Right. Memorabilia show brings to mind collectors not fans or kids. If Tyrus is motivated money then that bodes well for the Bulls since success on the floor will bring him a lot of money.


----------



## TomBoerwinkle#1 (Jul 31, 2002)

I did pay for an autograph once.

Poster artist Stanley Mouse signed a coffee table book of poster art.

I was glad to have the autograph and everything, and I still have the book, but it really isn't as special to me as it would have been if I had just met him and got him to sign something.

I have some other autographs, mostly from musicians I have met (my favorite -- duh -- is Phil Lesh of the Grateful Dead).

The circumstances I got the "free" ones are more meaningful to me than the one I paid for at a store appearance.


----------



## Diable (Apr 26, 2005)

Ten thousand dollars for a couple hours of signing autographs is a lot of money.I'd like to see what your position would be if you were the one collecting the 10k...No actually I'd like to see how I'd like it.

This is no different than signing a shoe deal or doing commercials.It's noone else's business if he wants to pick up some pocket change in his spare time.


----------



## Geaux Tigers (Apr 26, 2004)

Most of the people that charge for autographs are former players that are looking for income in their old age. This is disappointing for me.
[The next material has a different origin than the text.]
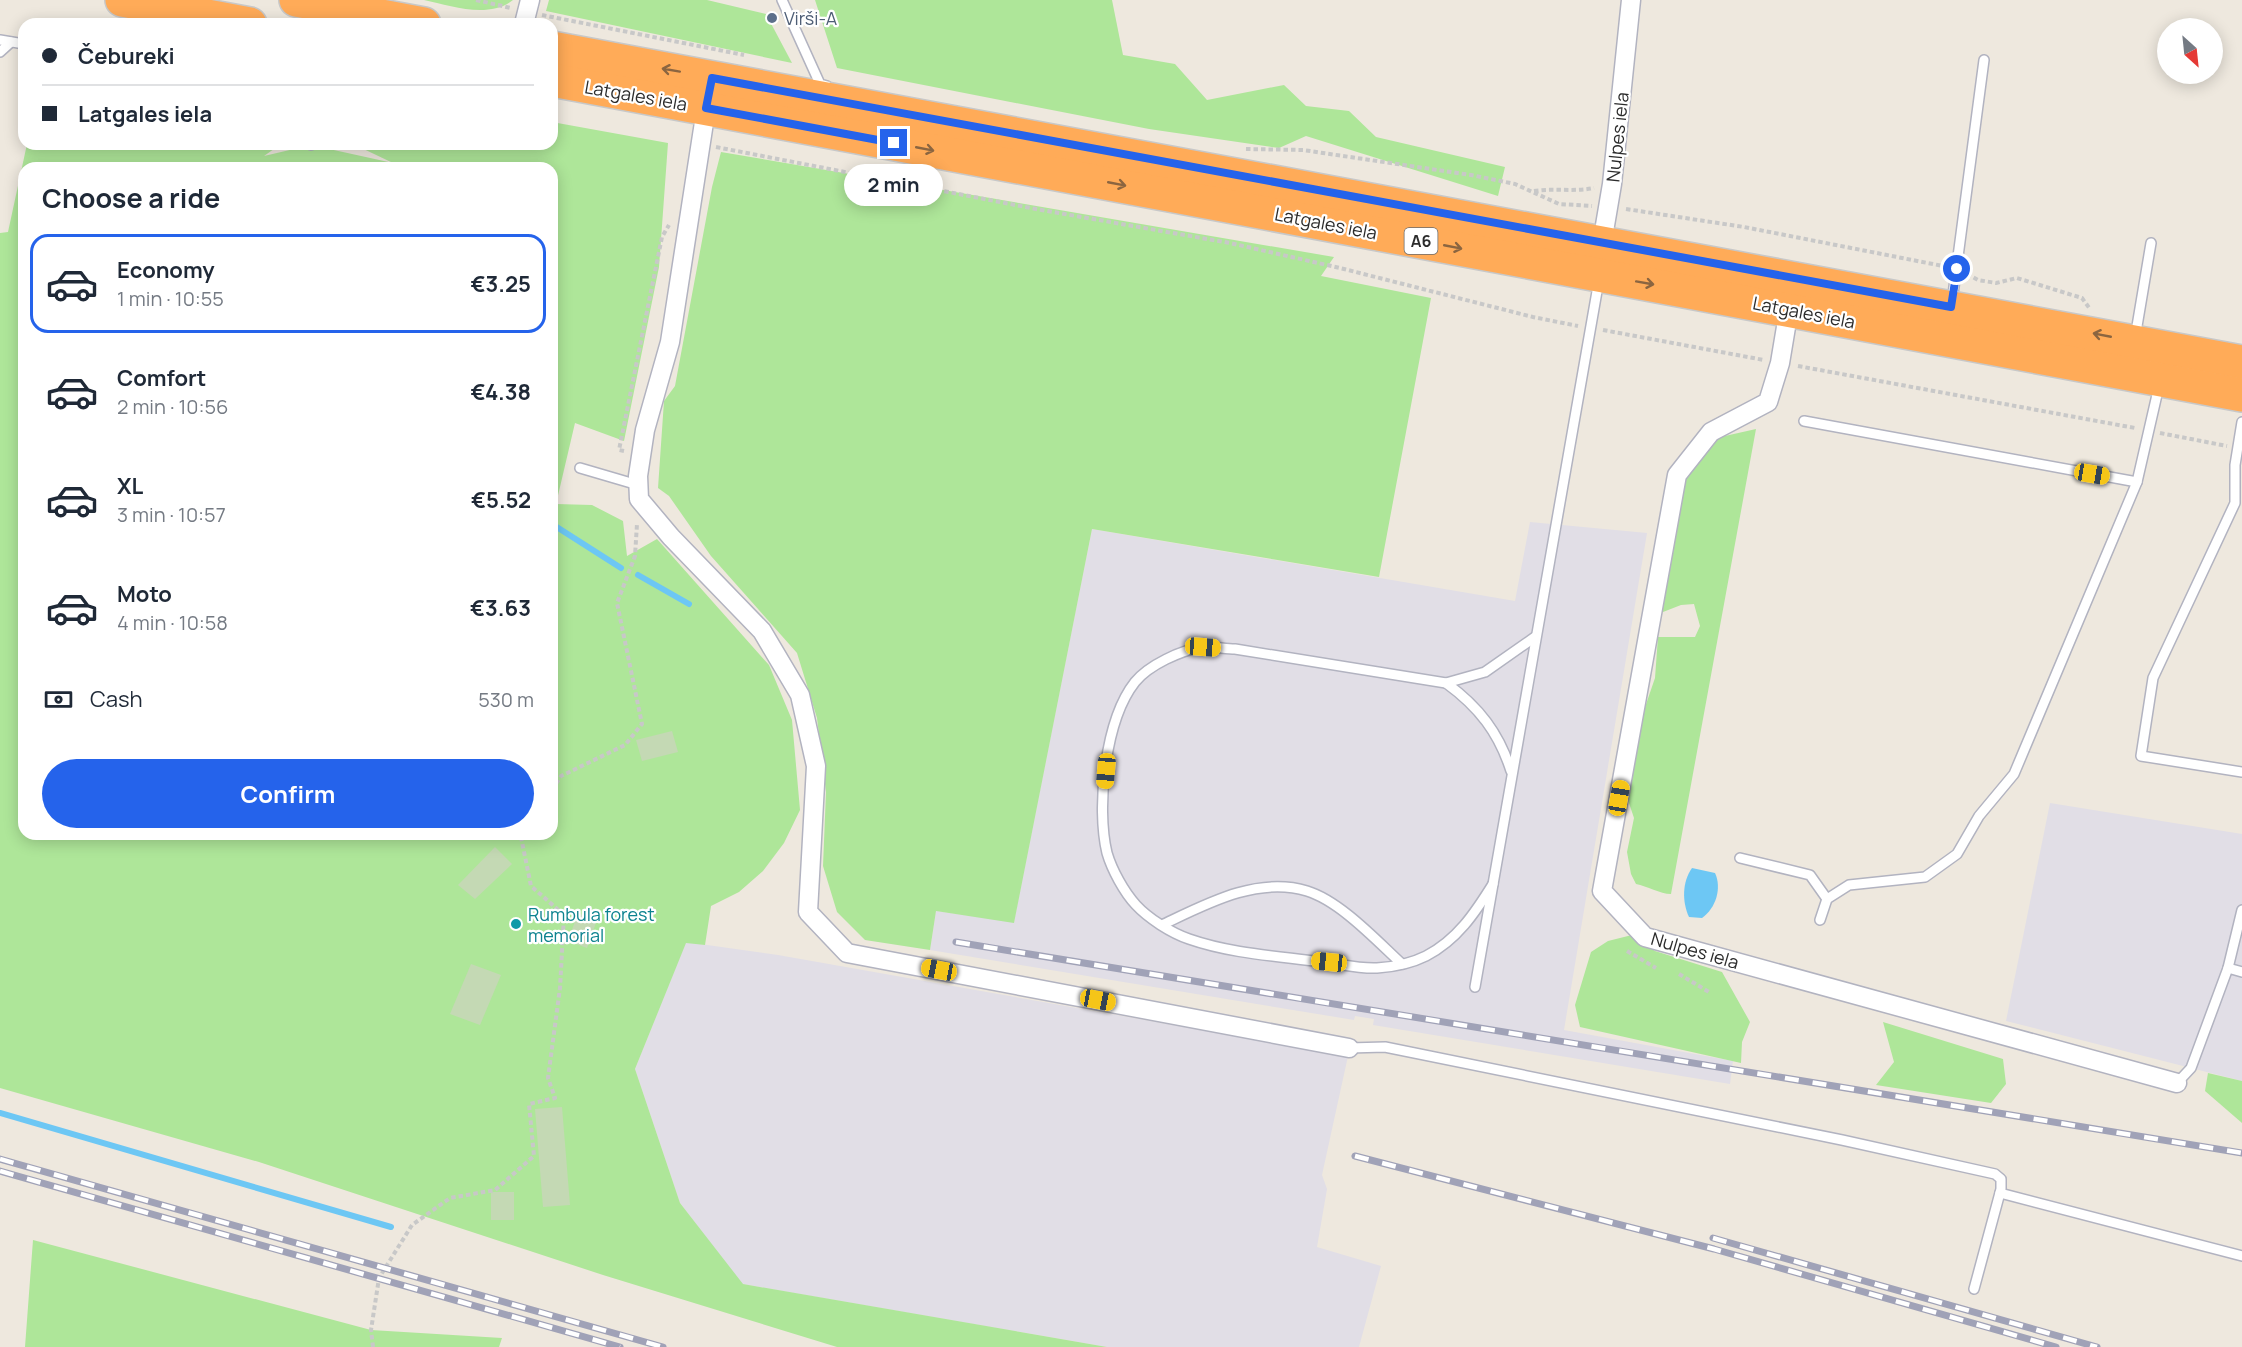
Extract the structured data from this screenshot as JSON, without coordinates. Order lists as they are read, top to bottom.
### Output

He can do whatever he wants, but I'd hope better.


----------



## ScottMay (Jun 15, 2002)

Tyrus Thomas is a great guy, just a misunderstood kid from a weird part of the country.

I know there aren't many outward signs of it, but you'll just have to take PJ Brown's and John Paxson's word on it.


----------



## Dornado (May 26, 2003)

To me this is different than the old stories about guys like Jose Canseco telling kids to go find $50 bucks if they want his autograph... This is likely (as mentioned above) a show full of adult collectors and e-bay profiteers who have little to no sentiment invested beyond a potential financial gain on their part.
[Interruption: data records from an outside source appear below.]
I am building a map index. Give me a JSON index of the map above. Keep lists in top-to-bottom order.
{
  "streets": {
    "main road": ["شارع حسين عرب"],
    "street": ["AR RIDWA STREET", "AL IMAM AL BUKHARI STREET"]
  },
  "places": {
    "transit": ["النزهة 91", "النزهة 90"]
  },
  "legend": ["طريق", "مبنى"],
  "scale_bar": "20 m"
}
Still, that anyone could get $10,000 for signing their name on random junk is incredible. I don't know if we should really blame Tyrus... I'm sure he didn't set the show up (his people/agent probably did)and honestly, he's just a kid... hard to turn down 10 Large.
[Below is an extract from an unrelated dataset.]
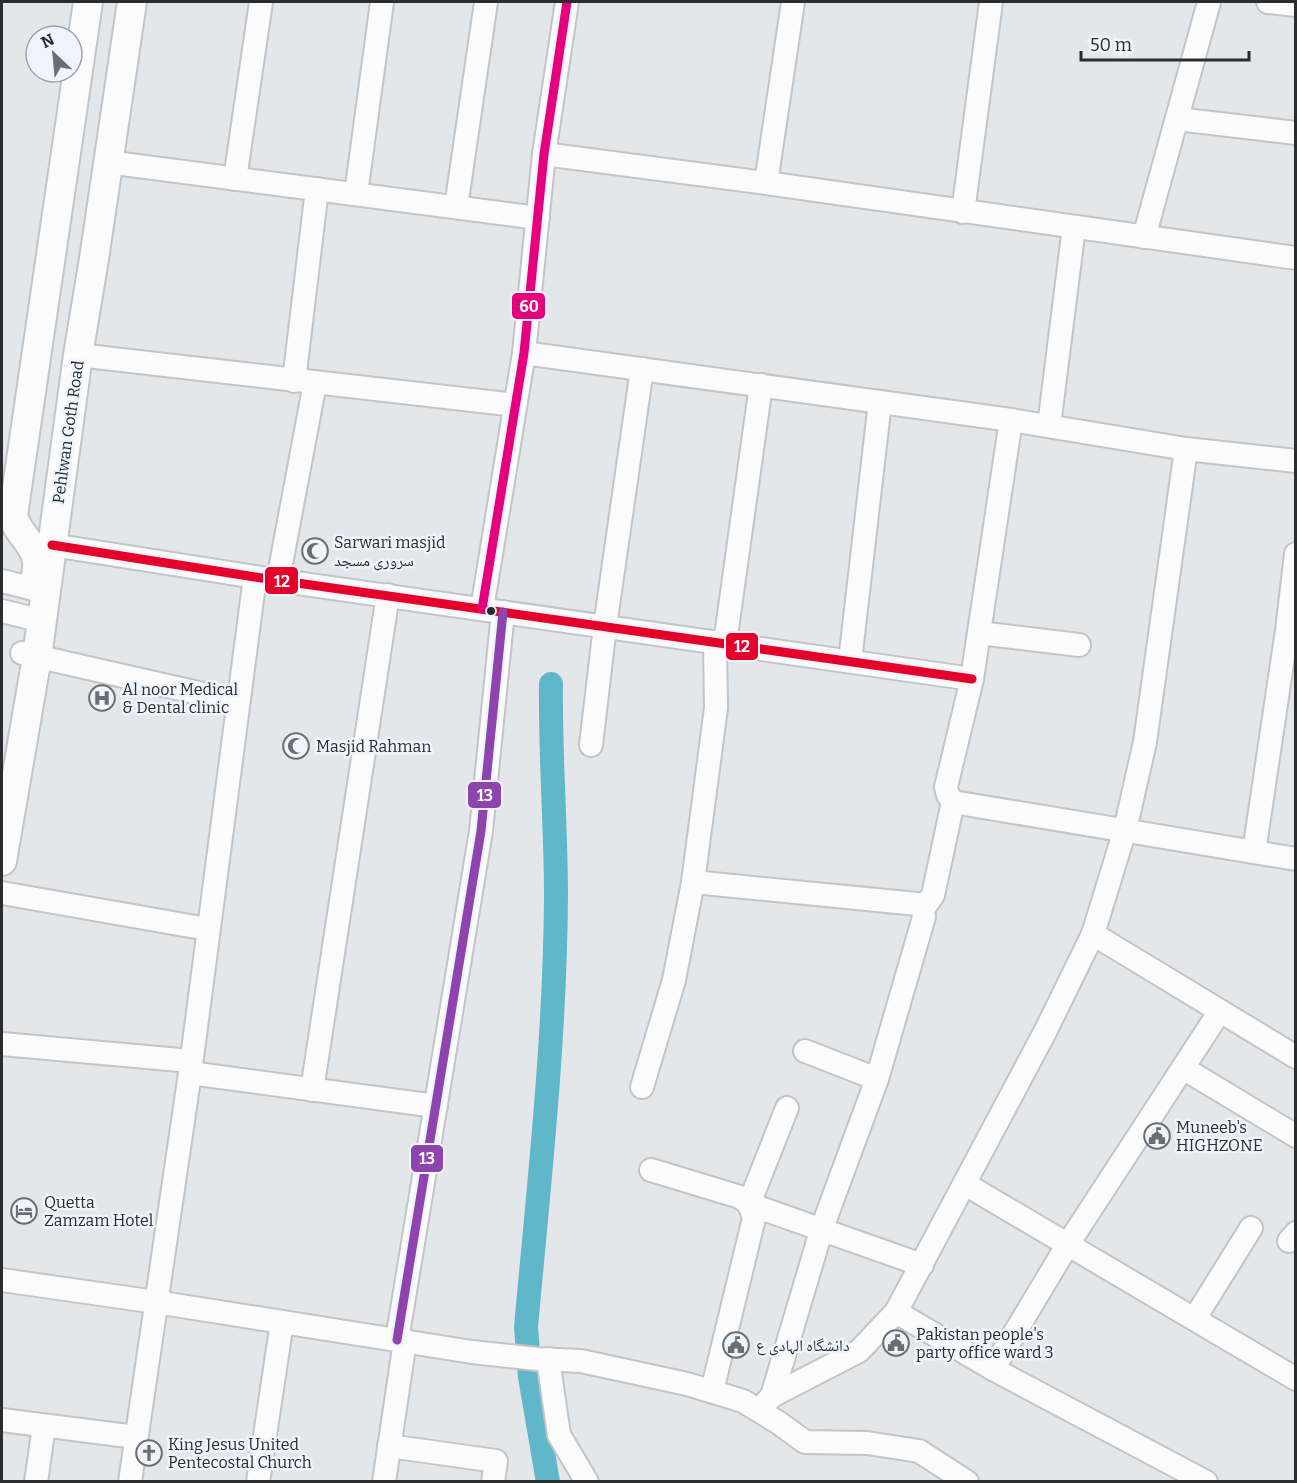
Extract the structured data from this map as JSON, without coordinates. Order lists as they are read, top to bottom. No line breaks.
{"streets":{"main road":["Pehlwan Goth Road"]},"places":{"mosque":["Sarwari masjid سروری مسجد","Masjid Rahman"],"hospital":["Al noor Medical & Dental clinic"],"public building":["Muneeb's HIGHZONE","Pakistan people's party office ward 3","دانشگاہ الہادی ع"],"hotel":["Quetta Zamzam Hotel"],"church":["King Jesus United Pentecostal Church"]},"lines":["transit line 60","transit line 12","transit line 13"],"scale_bar":"50 m","north":"top left"}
The true test will be what he does for the community and how he handles himself in the future... This is just one of many times Thomas' character will be tested by having ridiculous sums of money heaped at him... I guess we'll find out if he ever puts any of it to good use.


----------



## Ron Cey (Dec 27, 2004)

I've been pretty quick to raise questions about TT's attitude, but I don't get the negative reaction to this. I'm just not seeing an issue here.

Can someone explain why, exactly, this is something to look down upon?


----------



## ScottMay (Jun 15, 2002)

Dornado said:


> Still, that anyone could get $10,000 for signing their name on random junk is incredible.


What? Tyrus signed some random guy's junk?

That's just sick.


----------



## ScottMay (Jun 15, 2002)

Ron Cey said:


> I've been pretty quick to raise questions about TT's attitude, but I don't get the negative reaction to this. I'm just not seeing an issue here.
> 
> Can someone explain why, exactly, this is something to look down upon?


I don't think it's an issue, either. But it's not exactly something that's making me buy the "he's a great, misunderstood kid" stuff the Berto Center attempted to sell following DunkContestGate.


----------



## Ron Cey (Dec 27, 2004)

I'd also add that its my understanding that until last summer, Tyrus Thomas and his family were quite poor. Who knows what he does with these extra bits of money? 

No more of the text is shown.